Word for word, reproduce the records, keeping none of the pictures.
┌──
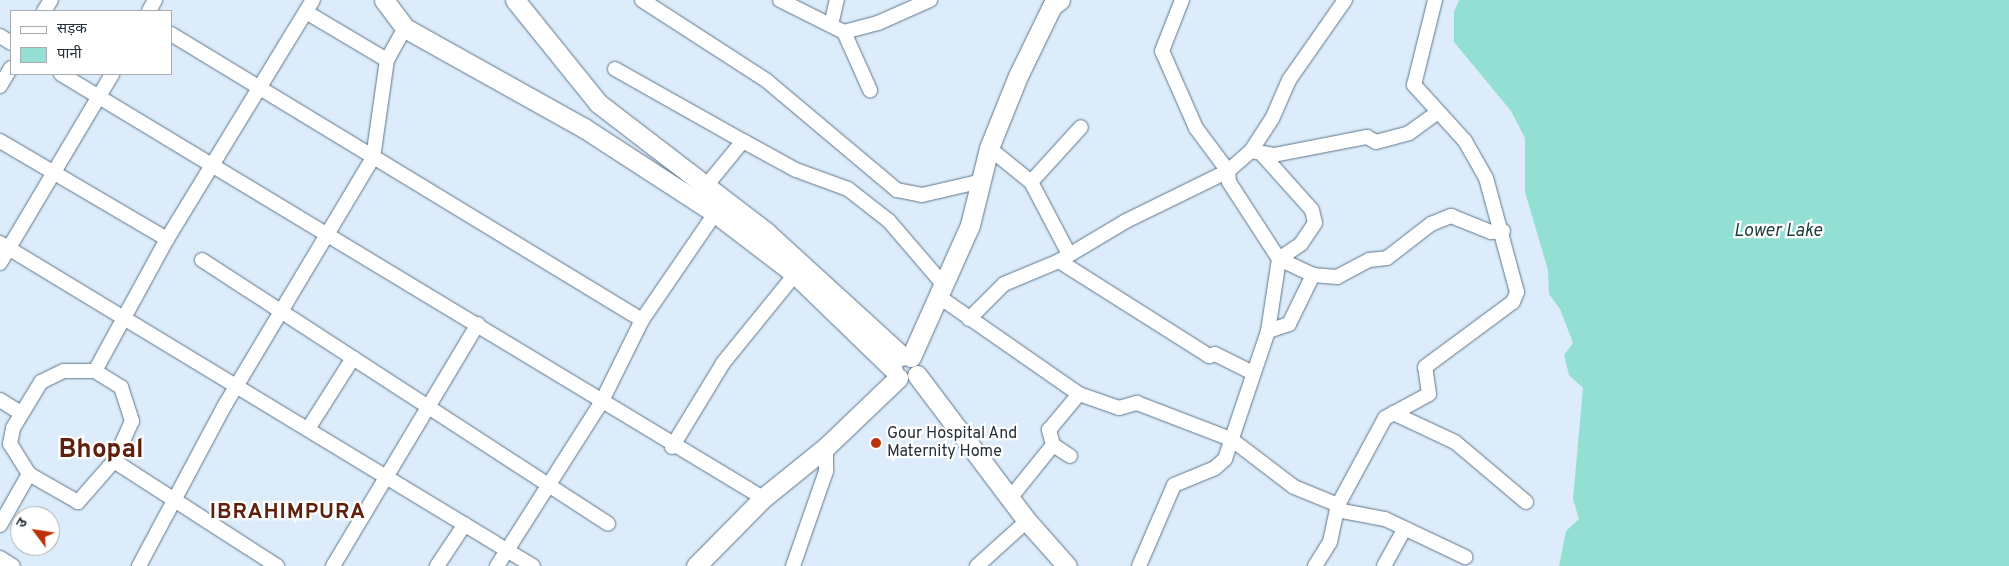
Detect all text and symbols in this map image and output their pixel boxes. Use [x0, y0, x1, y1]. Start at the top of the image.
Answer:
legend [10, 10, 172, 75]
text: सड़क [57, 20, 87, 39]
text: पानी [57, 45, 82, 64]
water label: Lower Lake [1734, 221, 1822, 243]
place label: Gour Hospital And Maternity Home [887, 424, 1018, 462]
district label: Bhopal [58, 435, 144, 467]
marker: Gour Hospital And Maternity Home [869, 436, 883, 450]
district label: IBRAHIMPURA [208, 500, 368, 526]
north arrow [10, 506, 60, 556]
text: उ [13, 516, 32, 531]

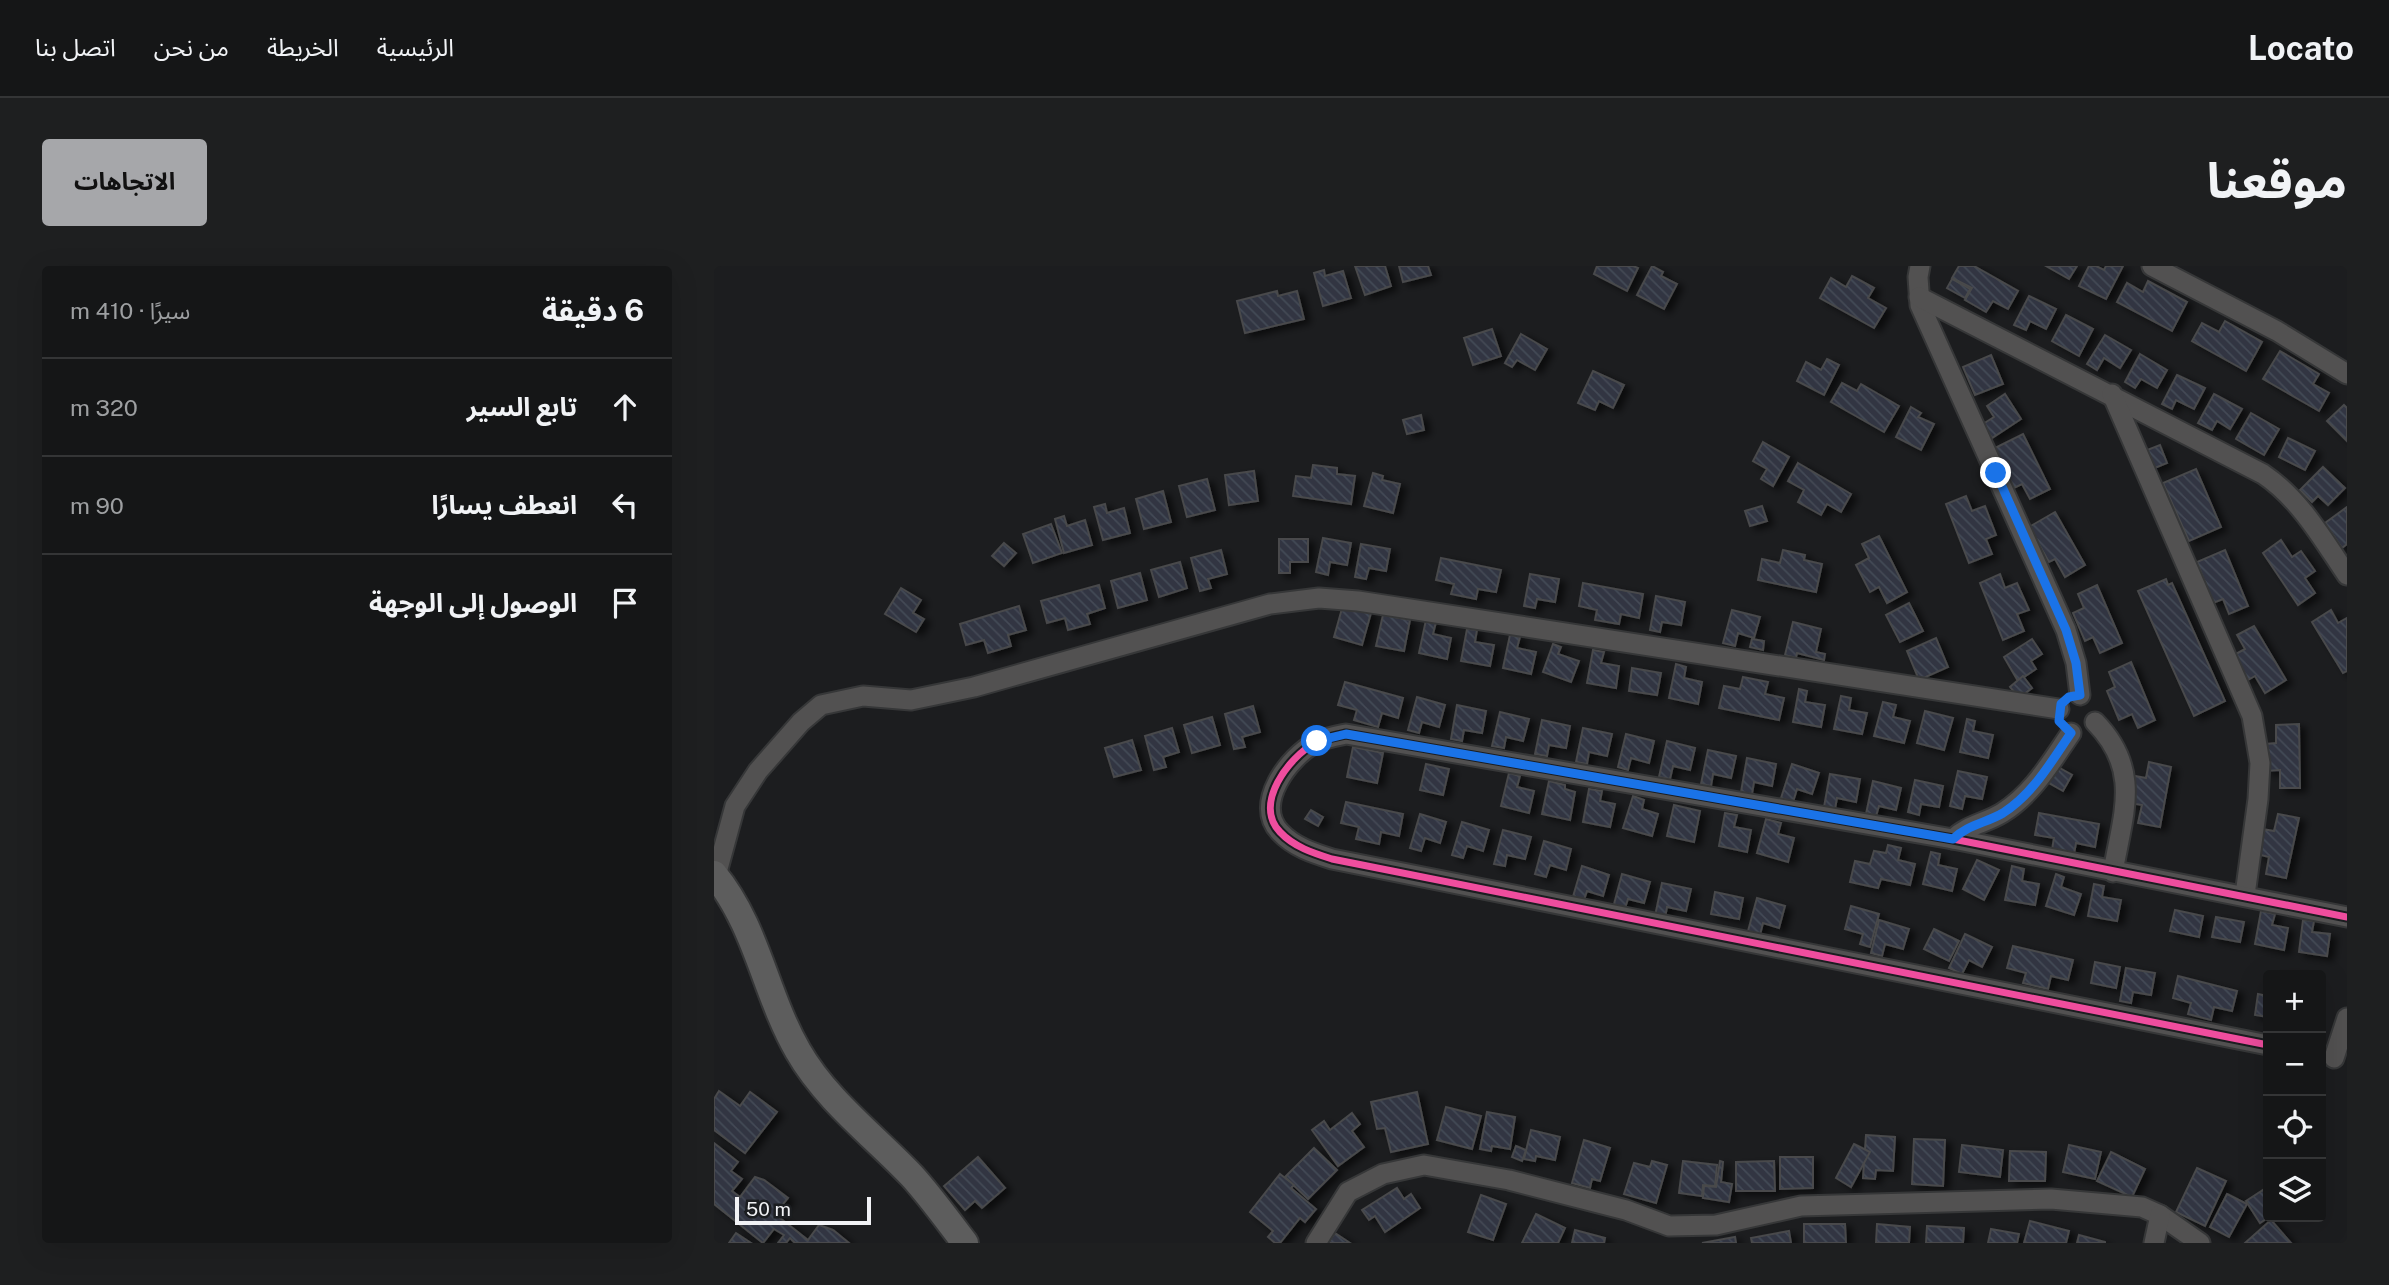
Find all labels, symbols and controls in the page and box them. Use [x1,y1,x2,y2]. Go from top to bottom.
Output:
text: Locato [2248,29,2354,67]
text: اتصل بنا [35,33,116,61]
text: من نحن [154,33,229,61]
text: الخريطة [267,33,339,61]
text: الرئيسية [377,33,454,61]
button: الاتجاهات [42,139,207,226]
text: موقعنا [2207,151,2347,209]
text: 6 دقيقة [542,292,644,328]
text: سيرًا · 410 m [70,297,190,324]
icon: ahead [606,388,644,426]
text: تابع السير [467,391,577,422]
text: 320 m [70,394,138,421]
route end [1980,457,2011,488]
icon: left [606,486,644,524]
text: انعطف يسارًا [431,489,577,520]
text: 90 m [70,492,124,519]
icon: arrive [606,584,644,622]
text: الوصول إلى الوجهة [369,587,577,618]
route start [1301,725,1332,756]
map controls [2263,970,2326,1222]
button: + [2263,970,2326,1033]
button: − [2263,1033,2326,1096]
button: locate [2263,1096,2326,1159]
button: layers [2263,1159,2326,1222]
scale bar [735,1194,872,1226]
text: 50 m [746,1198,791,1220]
└──
Written response:
Detect all text and symbols in this map image and output their pixel boxes. Use [x0, y0, x1, y1]. Start at the top of the image.
Answer:
legend [10, 10, 172, 75]
text: सड़क [57, 20, 87, 39]
text: पानी [57, 45, 82, 64]
water label: Lower Lake [1734, 221, 1822, 243]
place label: Gour Hospital And Maternity Home [887, 424, 1018, 462]
district label: Bhopal [58, 435, 144, 467]
marker: Gour Hospital And Maternity Home [869, 436, 883, 450]
district label: IBRAHIMPURA [208, 500, 368, 526]
north arrow [10, 506, 60, 556]
text: उ [13, 516, 32, 531]

Find all labels, symbols and controls in the page and box them. Use [x1,y1,x2,y2]. Go from top to bottom.
Output:
text: Locato [2248,29,2354,67]
text: اتصل بنا [35,33,116,61]
text: من نحن [154,33,229,61]
text: الخريطة [267,33,339,61]
text: الرئيسية [377,33,454,61]
button: الاتجاهات [42,139,207,226]
text: موقعنا [2207,151,2347,209]
text: 6 دقيقة [542,292,644,328]
text: سيرًا · 410 m [70,297,190,324]
icon: ahead [606,388,644,426]
text: تابع السير [467,391,577,422]
text: 320 m [70,394,138,421]
route end [1980,457,2011,488]
icon: left [606,486,644,524]
text: انعطف يسارًا [431,489,577,520]
text: 90 m [70,492,124,519]
icon: arrive [606,584,644,622]
text: الوصول إلى الوجهة [369,587,577,618]
route start [1301,725,1332,756]
map controls [2263,970,2326,1222]
button: + [2263,970,2326,1033]
button: − [2263,1033,2326,1096]
button: locate [2263,1096,2326,1159]
button: layers [2263,1159,2326,1222]
scale bar [735,1194,872,1226]
text: 50 m [746,1198,791,1220]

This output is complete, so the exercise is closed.